Le sillage dévastateur de l’ouragan Gustav à Cuba

Image de l'UNICEF
© UNICEF Cuba/2008/Calero
Des familles déplacées par l’ouragan Gustav se rassemblent après avoir perdu leurs foyers et leurs biens.

LA HAVANE, Cuba, 5 septembre 2008 – L’ouragan Gustav, l’un des ouragans les plus dévastateurs qui aient frappé Cuba en 50 ans, a touché l’île dans la nuit du 30 au 31 août.

Grâce à un plan de préparation particulièrement bien organisé mis en oeuvre par le service de défense civile cubain, on ne déplore aucune perte humaine. Cependant, Gustave laisse dans son sillage un spectacle de désolation dans deux des provinces les plus touchées, l’île de Youth et la province de Pinar del Rio.

« Les images retransmises par les medias, aussi bonnes qu’elles soient, ne pourront jamais reproduire la dimension réelle de la catastrophe », a dit un journaliste qui revenait de la zone dévastée. « Des centaines de maisons ont été détruites, des millions d’arbres sont tombés dans les montagnes, des villages sont complètement dévastés.”

Image de l'UNICEF
© UNICEF Cuba/2008/Mitjans
Selon les rapports officiels, 100 000 foyers à Cuba ont été gravement endommagés ou détruits par l’ouragan Gustav, et 60 pour cent des familles vivant dans les régions touchées sont sans électricité.

En tant que membre de l’équipe des Nations Unies à Cuba, l’UNICEF procède à l’évaluation des besoins des enfants et adolescents touchés par l’ouragan, ainsi que ceux de leurs familles. Le Coordinateur résident des Nations Unies publie chaque jour un rapport sur la situation à mesure que le personnel sur le terrain livre ses premières évaluations des dommages causés par Gustave.
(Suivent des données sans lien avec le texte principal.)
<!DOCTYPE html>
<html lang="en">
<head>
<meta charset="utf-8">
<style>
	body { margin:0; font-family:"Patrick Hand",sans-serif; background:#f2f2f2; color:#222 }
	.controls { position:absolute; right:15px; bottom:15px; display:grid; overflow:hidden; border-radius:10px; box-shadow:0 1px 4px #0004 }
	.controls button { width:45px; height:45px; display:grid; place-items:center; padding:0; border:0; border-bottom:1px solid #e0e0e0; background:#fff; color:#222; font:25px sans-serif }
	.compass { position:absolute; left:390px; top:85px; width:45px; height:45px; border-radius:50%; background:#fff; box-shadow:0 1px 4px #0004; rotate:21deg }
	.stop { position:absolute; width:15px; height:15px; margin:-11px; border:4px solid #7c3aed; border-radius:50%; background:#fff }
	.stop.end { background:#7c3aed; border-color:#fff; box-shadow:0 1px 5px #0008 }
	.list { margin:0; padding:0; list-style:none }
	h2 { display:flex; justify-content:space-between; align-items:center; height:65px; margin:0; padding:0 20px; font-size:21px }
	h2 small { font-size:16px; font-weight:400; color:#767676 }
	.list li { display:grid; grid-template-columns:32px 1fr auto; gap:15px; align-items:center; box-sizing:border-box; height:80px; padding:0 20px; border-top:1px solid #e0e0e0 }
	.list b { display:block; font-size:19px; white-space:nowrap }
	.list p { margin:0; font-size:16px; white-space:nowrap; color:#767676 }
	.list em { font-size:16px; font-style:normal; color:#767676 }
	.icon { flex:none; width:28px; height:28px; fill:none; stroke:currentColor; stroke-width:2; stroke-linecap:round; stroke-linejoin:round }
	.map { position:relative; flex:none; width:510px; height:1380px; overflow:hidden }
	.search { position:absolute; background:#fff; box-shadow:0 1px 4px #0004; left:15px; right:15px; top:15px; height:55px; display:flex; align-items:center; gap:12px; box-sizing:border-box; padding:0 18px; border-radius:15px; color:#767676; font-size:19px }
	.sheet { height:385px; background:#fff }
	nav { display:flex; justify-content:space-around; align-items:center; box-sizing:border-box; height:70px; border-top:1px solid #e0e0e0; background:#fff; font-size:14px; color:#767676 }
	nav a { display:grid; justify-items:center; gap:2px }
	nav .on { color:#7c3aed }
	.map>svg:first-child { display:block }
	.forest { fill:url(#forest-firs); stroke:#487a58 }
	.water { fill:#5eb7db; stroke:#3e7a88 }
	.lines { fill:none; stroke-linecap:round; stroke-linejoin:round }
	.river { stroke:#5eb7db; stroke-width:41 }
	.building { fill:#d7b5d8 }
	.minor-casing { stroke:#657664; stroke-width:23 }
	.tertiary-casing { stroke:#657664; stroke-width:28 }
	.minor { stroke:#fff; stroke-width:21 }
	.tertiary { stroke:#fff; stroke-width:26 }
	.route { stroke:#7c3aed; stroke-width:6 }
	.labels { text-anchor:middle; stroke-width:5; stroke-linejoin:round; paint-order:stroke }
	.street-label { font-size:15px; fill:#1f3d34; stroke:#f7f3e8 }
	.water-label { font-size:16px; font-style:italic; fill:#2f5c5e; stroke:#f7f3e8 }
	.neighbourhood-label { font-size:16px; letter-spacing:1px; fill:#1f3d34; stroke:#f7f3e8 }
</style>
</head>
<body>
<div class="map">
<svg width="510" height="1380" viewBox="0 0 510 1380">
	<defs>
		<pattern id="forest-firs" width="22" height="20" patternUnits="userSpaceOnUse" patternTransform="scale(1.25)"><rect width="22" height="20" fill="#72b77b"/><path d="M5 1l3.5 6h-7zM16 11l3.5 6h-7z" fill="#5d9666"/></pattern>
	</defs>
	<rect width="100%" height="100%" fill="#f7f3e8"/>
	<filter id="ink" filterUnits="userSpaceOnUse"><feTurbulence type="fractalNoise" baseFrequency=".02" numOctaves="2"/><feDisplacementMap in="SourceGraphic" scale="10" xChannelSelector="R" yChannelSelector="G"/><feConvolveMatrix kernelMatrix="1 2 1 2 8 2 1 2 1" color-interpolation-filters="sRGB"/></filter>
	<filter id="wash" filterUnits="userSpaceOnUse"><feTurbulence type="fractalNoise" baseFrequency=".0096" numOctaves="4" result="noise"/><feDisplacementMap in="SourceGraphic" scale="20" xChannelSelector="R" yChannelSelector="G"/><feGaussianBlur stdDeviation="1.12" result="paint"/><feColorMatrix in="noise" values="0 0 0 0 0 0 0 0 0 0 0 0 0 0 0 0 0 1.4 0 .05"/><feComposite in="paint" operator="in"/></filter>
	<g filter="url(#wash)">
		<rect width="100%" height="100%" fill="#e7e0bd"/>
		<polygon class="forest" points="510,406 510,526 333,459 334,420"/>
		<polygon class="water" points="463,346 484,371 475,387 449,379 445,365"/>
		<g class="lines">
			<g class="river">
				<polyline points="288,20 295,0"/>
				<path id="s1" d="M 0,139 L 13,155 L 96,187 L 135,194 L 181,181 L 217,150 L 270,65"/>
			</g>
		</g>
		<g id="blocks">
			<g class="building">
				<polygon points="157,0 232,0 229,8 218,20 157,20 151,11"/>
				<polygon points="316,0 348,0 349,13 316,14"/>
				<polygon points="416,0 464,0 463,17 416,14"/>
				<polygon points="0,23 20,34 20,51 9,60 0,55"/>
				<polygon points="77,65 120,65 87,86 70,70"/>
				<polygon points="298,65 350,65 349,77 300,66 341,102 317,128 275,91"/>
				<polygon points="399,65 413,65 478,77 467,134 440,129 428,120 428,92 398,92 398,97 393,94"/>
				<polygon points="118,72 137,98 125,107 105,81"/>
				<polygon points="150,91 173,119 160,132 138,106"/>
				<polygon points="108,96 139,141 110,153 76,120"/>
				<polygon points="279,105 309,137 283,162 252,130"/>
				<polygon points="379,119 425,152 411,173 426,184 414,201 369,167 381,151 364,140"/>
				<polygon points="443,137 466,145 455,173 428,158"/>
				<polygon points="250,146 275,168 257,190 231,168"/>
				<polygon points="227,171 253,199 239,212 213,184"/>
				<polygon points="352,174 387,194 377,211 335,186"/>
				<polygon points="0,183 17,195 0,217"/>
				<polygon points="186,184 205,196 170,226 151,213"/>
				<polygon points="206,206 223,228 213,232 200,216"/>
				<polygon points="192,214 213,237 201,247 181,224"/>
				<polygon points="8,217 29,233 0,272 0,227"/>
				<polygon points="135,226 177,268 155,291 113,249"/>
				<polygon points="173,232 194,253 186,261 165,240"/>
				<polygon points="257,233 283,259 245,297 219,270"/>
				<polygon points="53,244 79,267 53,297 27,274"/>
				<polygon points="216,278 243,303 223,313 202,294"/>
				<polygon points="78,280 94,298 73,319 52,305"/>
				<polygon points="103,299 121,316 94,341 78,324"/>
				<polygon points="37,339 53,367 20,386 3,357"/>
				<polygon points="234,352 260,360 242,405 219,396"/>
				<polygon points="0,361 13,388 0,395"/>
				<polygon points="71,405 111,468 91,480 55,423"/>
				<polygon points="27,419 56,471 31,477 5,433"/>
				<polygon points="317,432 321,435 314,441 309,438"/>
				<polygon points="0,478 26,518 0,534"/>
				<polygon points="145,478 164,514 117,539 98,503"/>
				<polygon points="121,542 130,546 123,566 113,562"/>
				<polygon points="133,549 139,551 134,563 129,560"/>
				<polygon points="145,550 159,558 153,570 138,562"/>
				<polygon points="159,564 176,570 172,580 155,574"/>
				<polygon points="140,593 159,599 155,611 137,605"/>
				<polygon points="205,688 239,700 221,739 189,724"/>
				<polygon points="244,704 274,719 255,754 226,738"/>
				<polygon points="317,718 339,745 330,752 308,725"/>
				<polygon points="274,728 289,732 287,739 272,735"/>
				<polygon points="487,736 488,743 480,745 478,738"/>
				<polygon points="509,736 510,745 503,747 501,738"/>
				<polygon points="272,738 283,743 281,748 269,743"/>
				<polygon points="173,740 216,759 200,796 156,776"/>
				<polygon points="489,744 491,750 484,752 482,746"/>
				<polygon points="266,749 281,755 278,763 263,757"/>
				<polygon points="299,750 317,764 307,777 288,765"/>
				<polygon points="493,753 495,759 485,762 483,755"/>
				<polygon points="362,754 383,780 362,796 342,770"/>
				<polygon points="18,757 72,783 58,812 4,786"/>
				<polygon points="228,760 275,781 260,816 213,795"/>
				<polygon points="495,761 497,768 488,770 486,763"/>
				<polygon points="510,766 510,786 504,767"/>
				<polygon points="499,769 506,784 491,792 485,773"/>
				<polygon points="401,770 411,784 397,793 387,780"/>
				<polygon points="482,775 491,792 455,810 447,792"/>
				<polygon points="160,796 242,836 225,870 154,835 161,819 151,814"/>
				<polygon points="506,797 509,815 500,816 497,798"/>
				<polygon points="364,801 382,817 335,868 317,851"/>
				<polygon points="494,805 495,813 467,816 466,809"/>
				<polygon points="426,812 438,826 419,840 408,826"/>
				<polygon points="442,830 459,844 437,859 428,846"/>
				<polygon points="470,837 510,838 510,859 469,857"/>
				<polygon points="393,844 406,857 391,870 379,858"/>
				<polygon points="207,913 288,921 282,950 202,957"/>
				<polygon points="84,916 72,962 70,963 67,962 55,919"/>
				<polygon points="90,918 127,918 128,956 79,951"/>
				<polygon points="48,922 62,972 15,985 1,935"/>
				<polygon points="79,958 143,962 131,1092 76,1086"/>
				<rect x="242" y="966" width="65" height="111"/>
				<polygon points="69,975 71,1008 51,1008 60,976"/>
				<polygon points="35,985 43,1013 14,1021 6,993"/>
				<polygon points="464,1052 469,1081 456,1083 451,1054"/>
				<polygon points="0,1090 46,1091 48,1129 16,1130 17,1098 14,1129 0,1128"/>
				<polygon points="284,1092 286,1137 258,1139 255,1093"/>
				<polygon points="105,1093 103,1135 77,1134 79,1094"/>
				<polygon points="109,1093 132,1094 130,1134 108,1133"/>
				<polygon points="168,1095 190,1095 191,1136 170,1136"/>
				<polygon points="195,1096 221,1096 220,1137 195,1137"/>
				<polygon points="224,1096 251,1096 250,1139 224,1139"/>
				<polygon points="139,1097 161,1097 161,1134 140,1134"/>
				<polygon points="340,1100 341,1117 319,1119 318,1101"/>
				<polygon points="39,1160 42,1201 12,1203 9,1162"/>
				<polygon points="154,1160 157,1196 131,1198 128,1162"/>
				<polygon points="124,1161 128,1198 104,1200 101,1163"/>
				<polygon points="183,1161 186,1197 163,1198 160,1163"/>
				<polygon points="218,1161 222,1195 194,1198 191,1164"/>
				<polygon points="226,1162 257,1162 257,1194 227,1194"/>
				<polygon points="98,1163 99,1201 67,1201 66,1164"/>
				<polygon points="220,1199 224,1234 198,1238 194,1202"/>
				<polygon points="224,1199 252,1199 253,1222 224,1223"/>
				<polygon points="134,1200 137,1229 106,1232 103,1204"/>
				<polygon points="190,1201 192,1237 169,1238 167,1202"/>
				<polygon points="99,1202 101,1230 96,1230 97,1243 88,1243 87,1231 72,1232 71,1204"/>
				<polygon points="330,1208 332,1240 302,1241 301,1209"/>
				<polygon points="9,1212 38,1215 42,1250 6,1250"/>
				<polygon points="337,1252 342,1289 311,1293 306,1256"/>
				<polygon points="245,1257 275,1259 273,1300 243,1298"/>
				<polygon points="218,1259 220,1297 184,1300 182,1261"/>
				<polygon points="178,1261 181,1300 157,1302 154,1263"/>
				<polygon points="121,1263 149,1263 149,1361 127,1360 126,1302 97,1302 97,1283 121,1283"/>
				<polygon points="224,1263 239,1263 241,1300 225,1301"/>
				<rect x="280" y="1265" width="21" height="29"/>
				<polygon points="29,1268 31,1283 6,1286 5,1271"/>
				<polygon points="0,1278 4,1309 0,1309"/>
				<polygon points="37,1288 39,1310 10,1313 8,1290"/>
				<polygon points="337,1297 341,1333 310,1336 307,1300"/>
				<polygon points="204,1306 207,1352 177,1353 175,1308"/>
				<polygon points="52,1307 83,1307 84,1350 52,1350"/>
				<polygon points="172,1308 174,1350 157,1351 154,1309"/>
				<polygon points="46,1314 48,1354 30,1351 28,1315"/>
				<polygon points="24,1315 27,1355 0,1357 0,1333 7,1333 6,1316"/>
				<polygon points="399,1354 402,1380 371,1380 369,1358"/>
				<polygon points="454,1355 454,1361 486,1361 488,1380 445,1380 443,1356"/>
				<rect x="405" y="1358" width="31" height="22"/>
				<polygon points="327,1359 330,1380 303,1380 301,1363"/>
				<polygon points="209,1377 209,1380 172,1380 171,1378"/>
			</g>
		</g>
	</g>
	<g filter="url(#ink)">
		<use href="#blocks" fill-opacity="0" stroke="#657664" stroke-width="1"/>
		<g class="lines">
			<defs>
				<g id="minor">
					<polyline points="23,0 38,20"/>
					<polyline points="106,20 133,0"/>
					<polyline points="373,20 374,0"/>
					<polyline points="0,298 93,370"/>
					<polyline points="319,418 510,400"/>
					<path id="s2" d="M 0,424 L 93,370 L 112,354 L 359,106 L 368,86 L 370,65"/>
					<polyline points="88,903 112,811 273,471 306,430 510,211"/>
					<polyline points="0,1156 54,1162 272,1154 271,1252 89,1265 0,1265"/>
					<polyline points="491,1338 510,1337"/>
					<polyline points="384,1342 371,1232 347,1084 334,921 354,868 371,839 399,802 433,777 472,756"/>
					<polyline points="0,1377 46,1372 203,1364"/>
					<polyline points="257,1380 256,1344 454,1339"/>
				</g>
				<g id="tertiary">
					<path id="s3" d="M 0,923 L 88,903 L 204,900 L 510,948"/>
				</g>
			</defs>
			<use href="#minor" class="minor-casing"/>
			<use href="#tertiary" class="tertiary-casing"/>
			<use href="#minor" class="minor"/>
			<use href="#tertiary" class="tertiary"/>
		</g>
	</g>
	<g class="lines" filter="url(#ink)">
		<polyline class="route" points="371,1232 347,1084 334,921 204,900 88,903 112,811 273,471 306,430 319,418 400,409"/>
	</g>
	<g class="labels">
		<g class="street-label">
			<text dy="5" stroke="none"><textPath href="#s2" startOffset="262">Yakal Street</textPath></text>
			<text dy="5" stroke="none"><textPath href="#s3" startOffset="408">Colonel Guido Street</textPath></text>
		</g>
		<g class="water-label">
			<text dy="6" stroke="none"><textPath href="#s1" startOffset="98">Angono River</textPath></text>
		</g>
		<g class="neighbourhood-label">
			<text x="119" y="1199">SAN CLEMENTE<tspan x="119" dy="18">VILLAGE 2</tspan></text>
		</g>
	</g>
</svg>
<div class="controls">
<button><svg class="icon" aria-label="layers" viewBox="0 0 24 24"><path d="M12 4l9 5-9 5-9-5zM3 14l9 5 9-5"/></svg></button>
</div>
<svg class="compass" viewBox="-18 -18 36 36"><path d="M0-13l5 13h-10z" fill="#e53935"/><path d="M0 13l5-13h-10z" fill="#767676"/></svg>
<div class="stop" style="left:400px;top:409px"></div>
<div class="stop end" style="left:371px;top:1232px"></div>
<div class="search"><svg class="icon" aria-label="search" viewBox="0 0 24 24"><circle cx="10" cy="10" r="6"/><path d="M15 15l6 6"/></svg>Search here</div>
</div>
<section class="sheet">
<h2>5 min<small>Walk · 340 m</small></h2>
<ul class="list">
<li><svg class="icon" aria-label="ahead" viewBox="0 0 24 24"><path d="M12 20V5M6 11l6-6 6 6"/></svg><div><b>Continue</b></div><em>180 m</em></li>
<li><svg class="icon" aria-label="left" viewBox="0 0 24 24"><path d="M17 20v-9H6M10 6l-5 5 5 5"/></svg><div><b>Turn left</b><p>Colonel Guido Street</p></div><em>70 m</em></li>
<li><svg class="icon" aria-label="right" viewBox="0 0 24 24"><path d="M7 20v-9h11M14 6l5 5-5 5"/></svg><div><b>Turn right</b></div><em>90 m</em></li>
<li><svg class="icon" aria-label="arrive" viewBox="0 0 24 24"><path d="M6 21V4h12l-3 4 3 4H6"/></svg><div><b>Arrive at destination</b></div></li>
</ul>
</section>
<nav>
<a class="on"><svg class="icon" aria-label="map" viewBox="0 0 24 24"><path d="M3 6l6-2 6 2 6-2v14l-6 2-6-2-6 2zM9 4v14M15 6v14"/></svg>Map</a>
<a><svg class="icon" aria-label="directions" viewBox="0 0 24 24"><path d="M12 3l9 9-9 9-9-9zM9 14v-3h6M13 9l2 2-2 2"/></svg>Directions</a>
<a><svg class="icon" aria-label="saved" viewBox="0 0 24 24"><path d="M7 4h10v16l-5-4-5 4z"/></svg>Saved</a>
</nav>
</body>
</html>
« Le pire que j’aie jamais vu »

Les premières données présentent les conséquences de l’ouragan :

  • 60 pour cent du territoire de Pinar del Rio a été directement frappé par l’ouragan  et les autres régions ont subi des dégâts
  • 100 000 foyers ont été gravement endommagés ou détruits, selon les rapports officiels
  • Le téléphone et les communications radio sont coupés dans de nombreuses régions
  • L’électricité n’est pas encore rétablie pour 60 pour cent des familles de la zone touchée
  • L’accès à de l’eau salubre et à l’assainissement est particulièrement limité en raison de la destruction de nombreuses citernes d’eau chez les particuliers ou les immeubles collectifs.
  • Les fournitures alimentaires ont été directement touchées, conséquence de la destruction des entrepôts de nourriture, épiceries et boulangeries.

« Beaucoup de monde travaille pour récupérer ce qui a été perdu, mais ce sera probablement très difficile », constate Esther, une habitante de Pinar del Rio âgée de 75 ans, debout au milieu d’une pelote de câbles électriques par terre. « Je vis ici depuis que je suis née, c’est le pire que j’aie jamais vu », ajoute-t-elle.